Make an exact copy of all the records, one that contains none of the pictures.

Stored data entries
•••
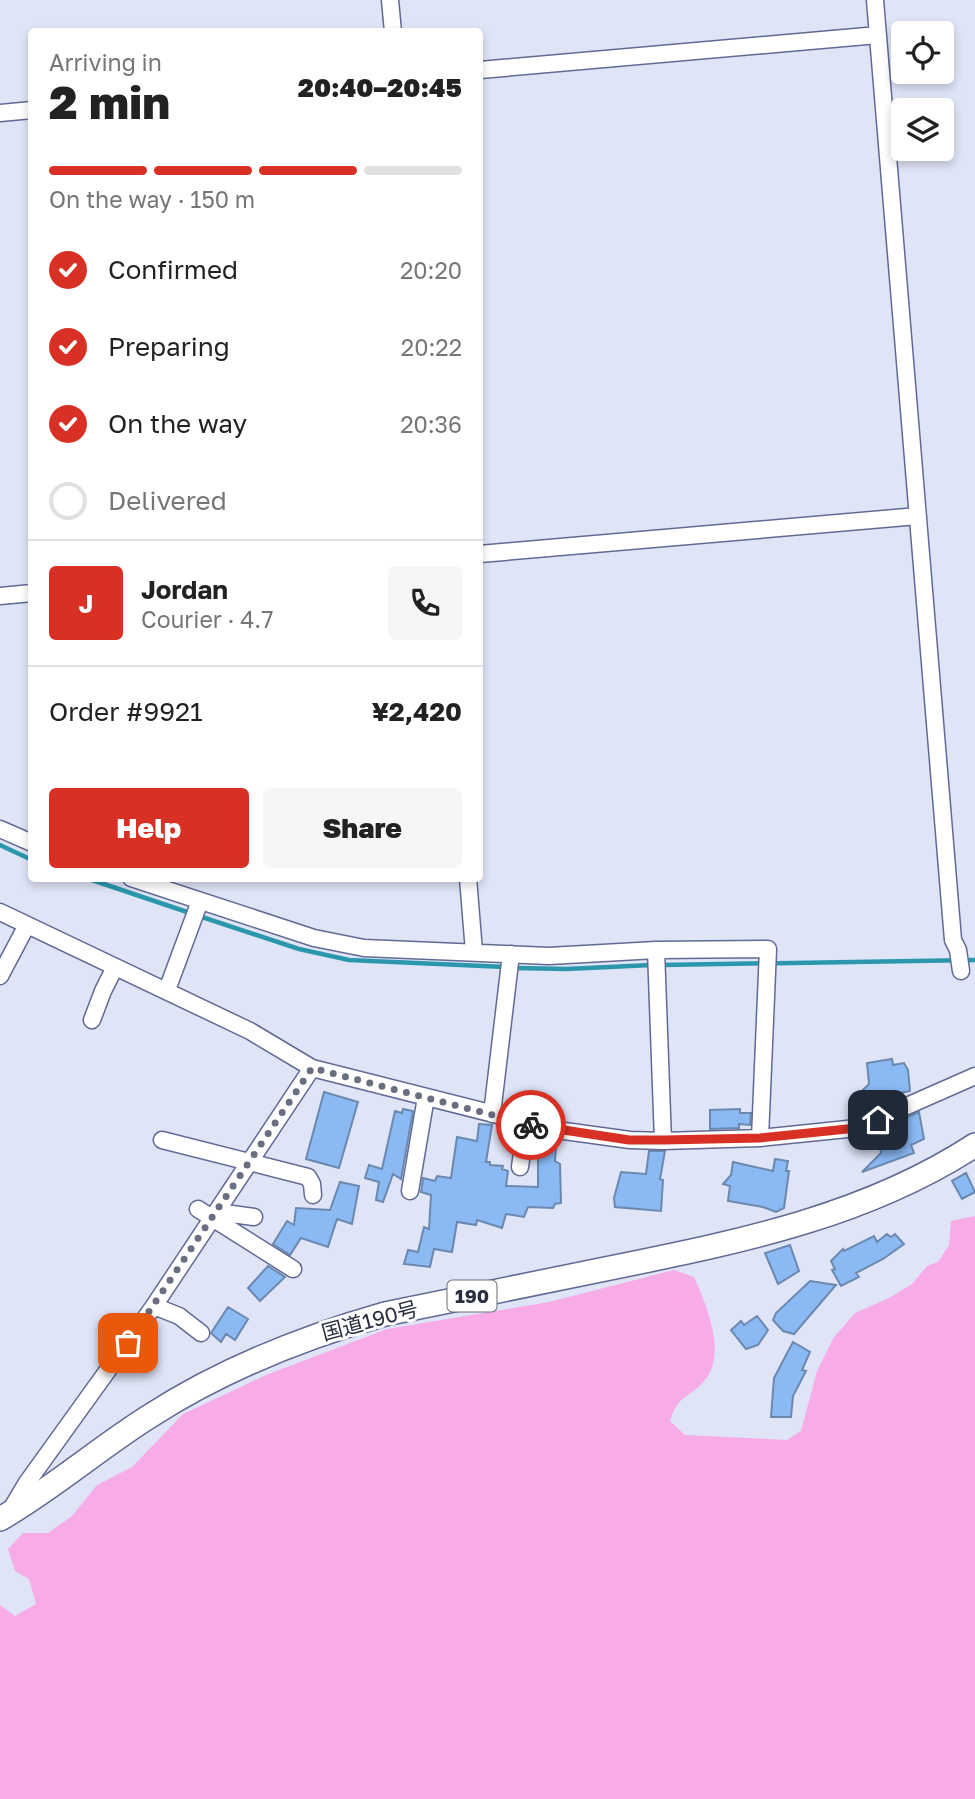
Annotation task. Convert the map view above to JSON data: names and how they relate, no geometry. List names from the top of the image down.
{
  "streets": {
    "highway": ["190", "国道190号"]
  },
  "page": {
    "heading": ["2 min", "Arriving in", "20:40–20:45"],
    "panel": [
      "Jordan",
      "Courier · 4.7",
      "Order #9921",
      "¥2,420"
    ],
    "bar": "On the way · 150 m",
    "list": [
      ["Confirmed", "20:20"],
      ["Preparing", "20:22"],
      ["On the way", "20:36"],
      "Delivered"
    ],
    "round": "J",
    "buttons": ["Help", "Share"]
  }
}
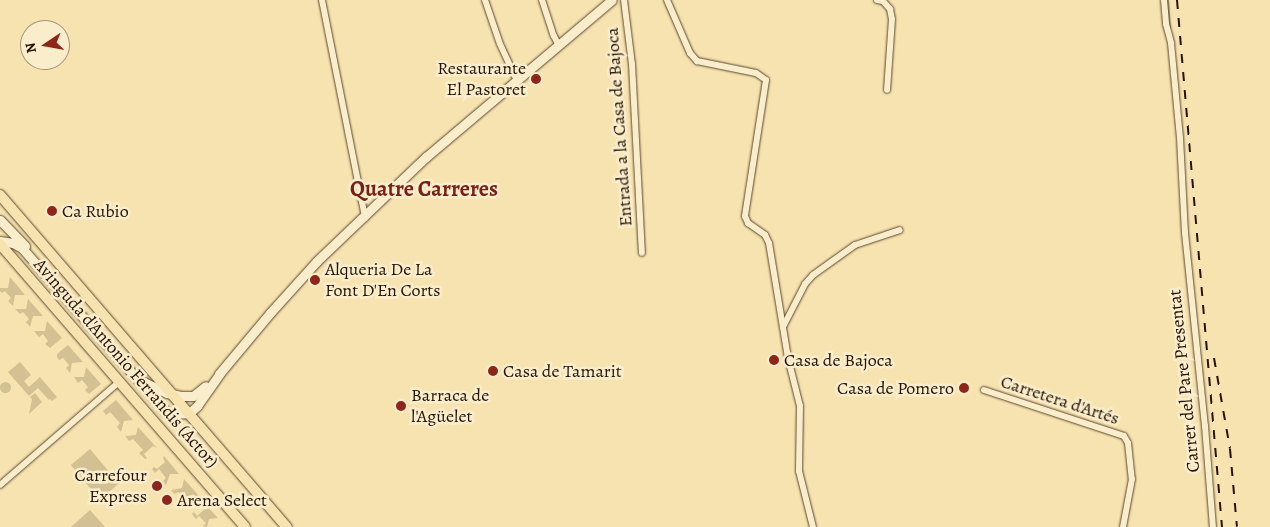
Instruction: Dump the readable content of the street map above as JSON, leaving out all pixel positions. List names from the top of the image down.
{
  "streets": {
    "main road": ["Avinguda d'Antonio Ferrandis (Actor)"],
    "street": ["Entrada a la Casa de Bajoca", "Carrer del Pare Presentat", "Carretera d'Artés"]
  },
  "districts": ["Quatre Carreres"],
  "places": [
    "Restaurante El Pastoret",
    "Ca Rubio",
    "Alqueria De La Font D'En Corts",
    "Casa de Bajoca",
    "Casa de Tamarit",
    "Casa de Pomero",
    "Barraca de l'Agüelet",
    "Carrefour Express",
    "Arena Select"
  ],
  "north": "left"
}
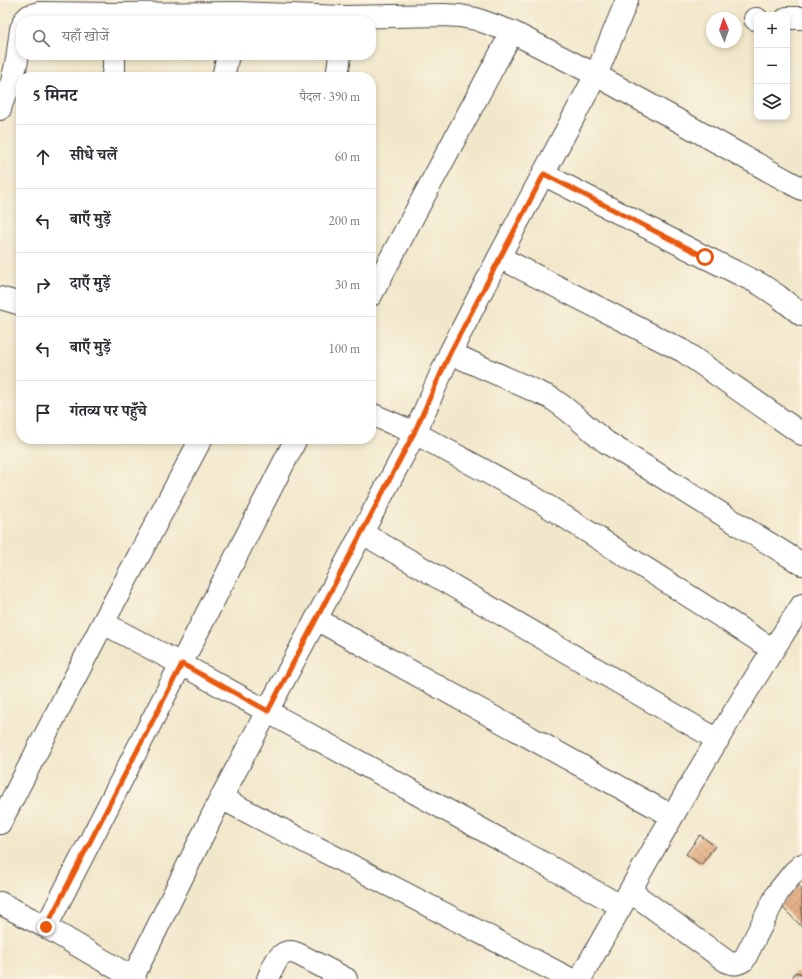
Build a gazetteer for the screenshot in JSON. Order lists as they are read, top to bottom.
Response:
{
  "north": "top",
  "page": {
    "map_buttons": ["+", "−"],
    "search": "यहाँ खोजें",
    "heading": ["5 मिनट", "पैदल · 390 m"],
    "list": [
      ["सीधे चलें", "60 m"],
      ["बाएँ मुड़ें", "200 m"],
      ["दाएँ मुड़ें", "30 m"],
      ["बाएँ मुड़ें", "100 m"],
      "गंतव्य पर पहुँचे"
    ]
  }
}
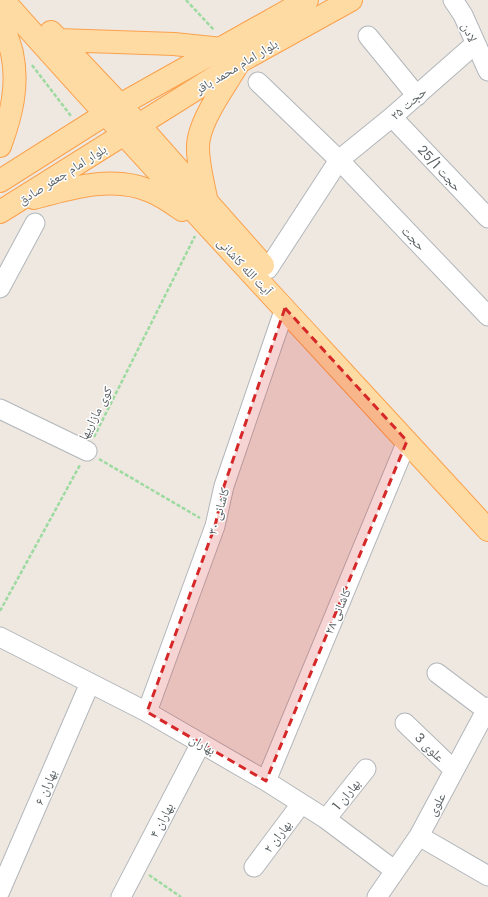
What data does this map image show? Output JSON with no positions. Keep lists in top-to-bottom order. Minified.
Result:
{"streets":{"main road":["بلوار امام محمد باقر","بلوار امام جعفر صادق","آیت الله کاشانی"],"street":["لادن","حجت ۲۵","حجت 25/1","حجت","کاشانی ۳۰","کاشانی ۲۸","بهاران","علوی 3","بهاران ۶","بهاران 1","علوی","بهاران ۴","بهاران ۲"],"path":["کوی مازاریها"]},"crossings":[["لادن","حجت ۲۵"],["بلوار امام محمد باقر","بلوار امام جعفر صادق"],["بلوار امام محمد باقر","آیت الله کاشانی"],["حجت ۲۵","حجت 25/1"],["حجت ۲۵","حجت"],["بلوار امام جعفر صادق","آیت الله کاشانی"],["آیت الله کاشانی","کوی مازاریها"],["آیت الله کاشانی","کاشانی ۳۰"],["آیت الله کاشانی","کاشانی ۲۸"],["کاشانی ۳۰","بهاران"],["کاشانی ۲۸","بهاران"],["بهاران","بهاران ۶"],["بهاران","بهاران 1"],["بهاران","علوی"],["بهاران","بهاران ۴"],["بهاران","بهاران ۲"],["علوی 3","علوی"]]}
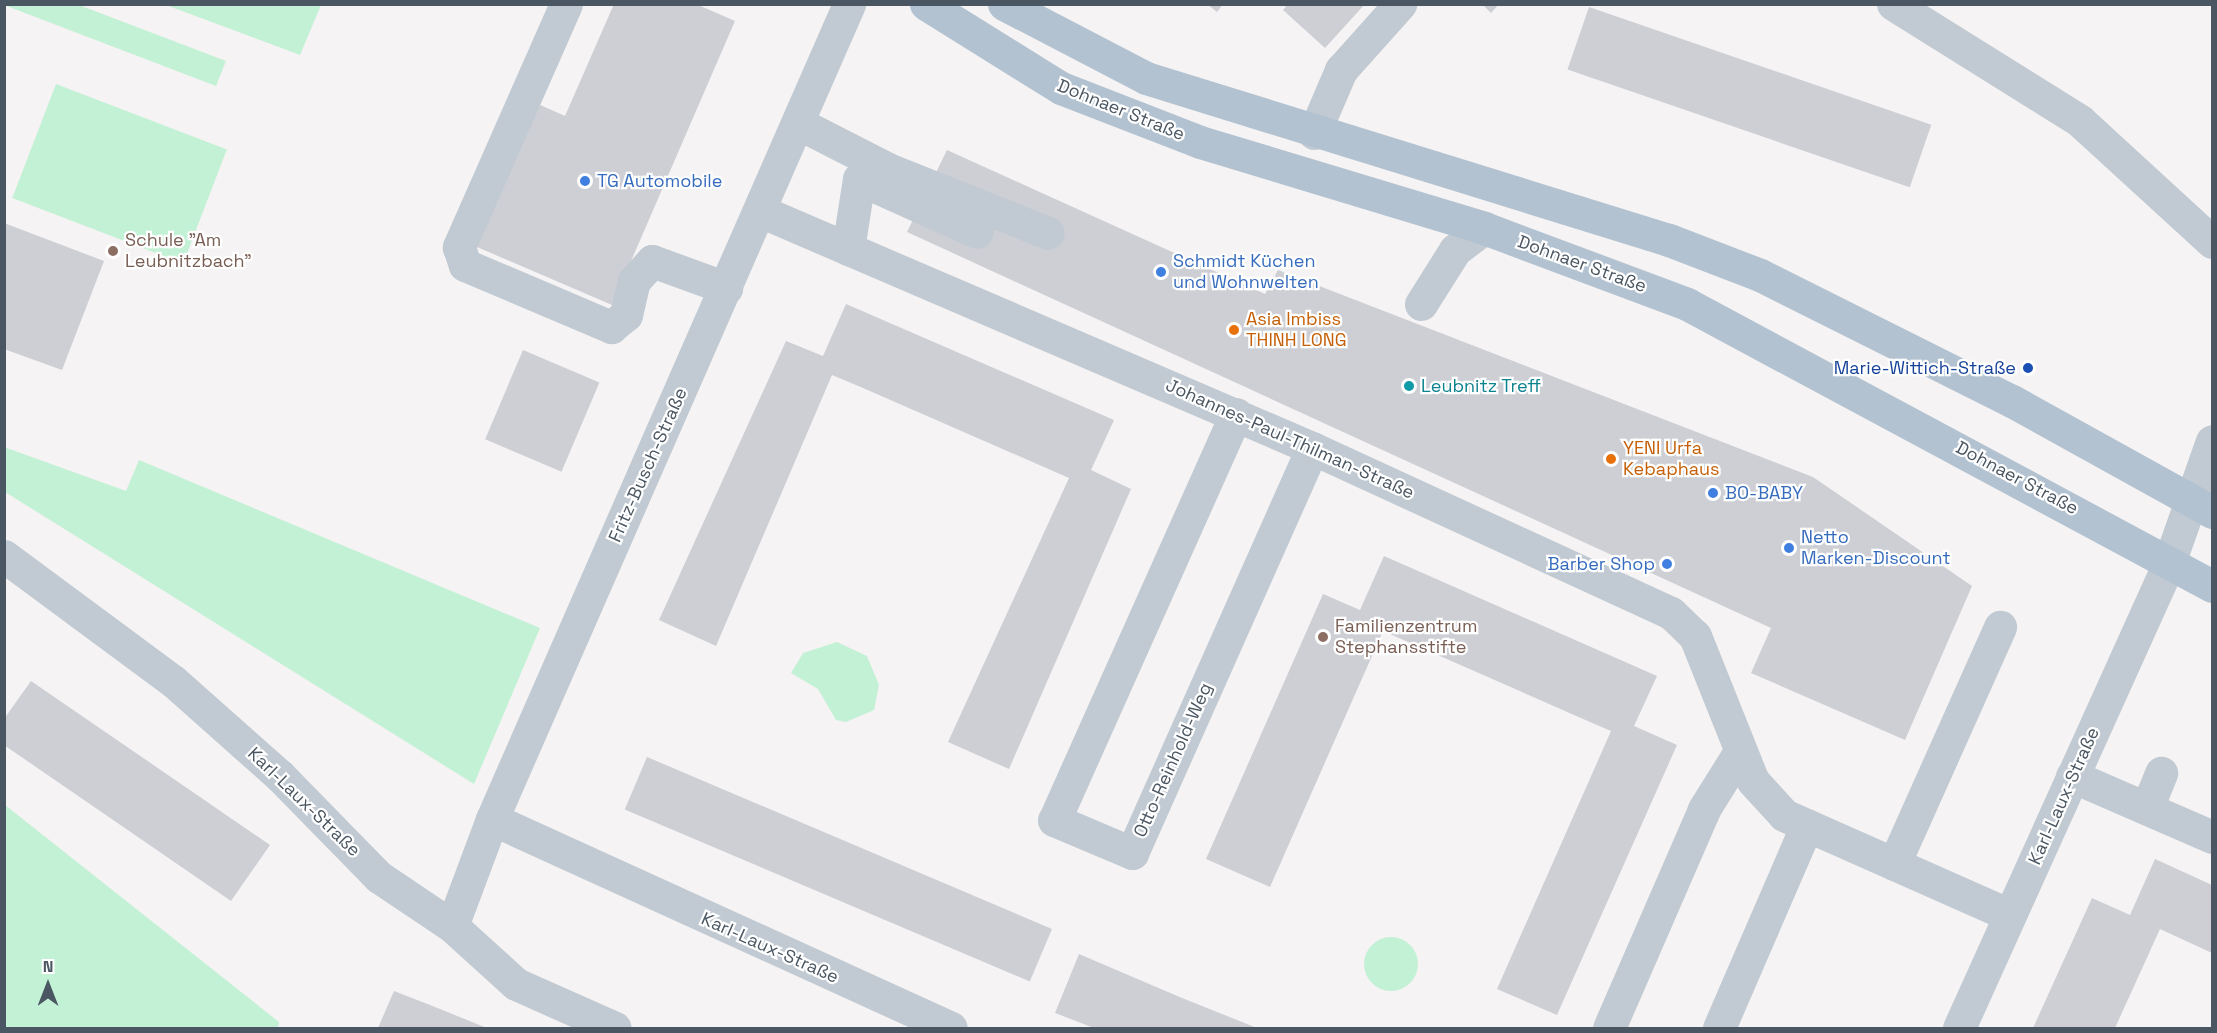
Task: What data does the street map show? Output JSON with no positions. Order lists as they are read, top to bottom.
•••
Response area -
Annotation task. Convert the map view above to JSON data: names and how they relate, no geometry. List names from the top of the image down.
{
  "streets": {
    "highway": ["190", "国道190号"]
  },
  "page": {
    "heading": ["2 min", "Arriving in", "20:40–20:45"],
    "panel": [
      "Jordan",
      "Courier · 4.7",
      "Order #9921",
      "¥2,420"
    ],
    "bar": "On the way · 150 m",
    "list": [
      ["Confirmed", "20:20"],
      ["Preparing", "20:22"],
      ["On the way", "20:36"],
      "Delivered"
    ],
    "round": "J",
    "buttons": ["Help", "Share"]
  }
}
Instruction: Dump the readable content of the street map above as JSON, leaving out all pixel positions. List names from the top of the image down.
{
  "streets": {
    "main road": ["Avinguda d'Antonio Ferrandis (Actor)"],
    "street": ["Entrada a la Casa de Bajoca", "Carrer del Pare Presentat", "Carretera d'Artés"]
  },
  "districts": ["Quatre Carreres"],
  "places": [
    "Restaurante El Pastoret",
    "Ca Rubio",
    "Alqueria De La Font D'En Corts",
    "Casa de Bajoca",
    "Casa de Tamarit",
    "Casa de Pomero",
    "Barraca de l'Agüelet",
    "Carrefour Express",
    "Arena Select"
  ],
  "north": "left"
}
Build a gazetteer for the screenshot in JSON. Order lists as they are read, top to bottom.
Response:
{
  "north": "top",
  "page": {
    "map_buttons": ["+", "−"],
    "search": "यहाँ खोजें",
    "heading": ["5 मिनट", "पैदल · 390 m"],
    "list": [
      ["सीधे चलें", "60 m"],
      ["बाएँ मुड़ें", "200 m"],
      ["दाएँ मुड़ें", "30 m"],
      ["बाएँ मुड़ें", "100 m"],
      "गंतव्य पर पहुँचे"
    ]
  }
}
What data does this map image show? Output JSON with no positions. Keep lists in top-to-bottom order. Minified.
Result:
{"streets":{"main road":["بلوار امام محمد باقر","بلوار امام جعفر صادق","آیت الله کاشانی"],"street":["لادن","حجت ۲۵","حجت 25/1","حجت","کاشانی ۳۰","کاشانی ۲۸","بهاران","علوی 3","بهاران ۶","بهاران 1","علوی","بهاران ۴","بهاران ۲"],"path":["کوی مازاریها"]},"crossings":[["لادن","حجت ۲۵"],["بلوار امام محمد باقر","بلوار امام جعفر صادق"],["بلوار امام محمد باقر","آیت الله کاشانی"],["حجت ۲۵","حجت 25/1"],["حجت ۲۵","حجت"],["بلوار امام جعفر صادق","آیت الله کاشانی"],["آیت الله کاشانی","کوی مازاریها"],["آیت الله کاشانی","کاشانی ۳۰"],["آیت الله کاشانی","کاشانی ۲۸"],["کاشانی ۳۰","بهاران"],["کاشانی ۲۸","بهاران"],["بهاران","بهاران ۶"],["بهاران","بهاران 1"],["بهاران","علوی"],["بهاران","بهاران ۴"],["بهاران","بهاران ۲"],["علوی 3","علوی"]]}
Task: What data does the street map show? Output JSON with no positions. Order lists as they are read, top to bottom.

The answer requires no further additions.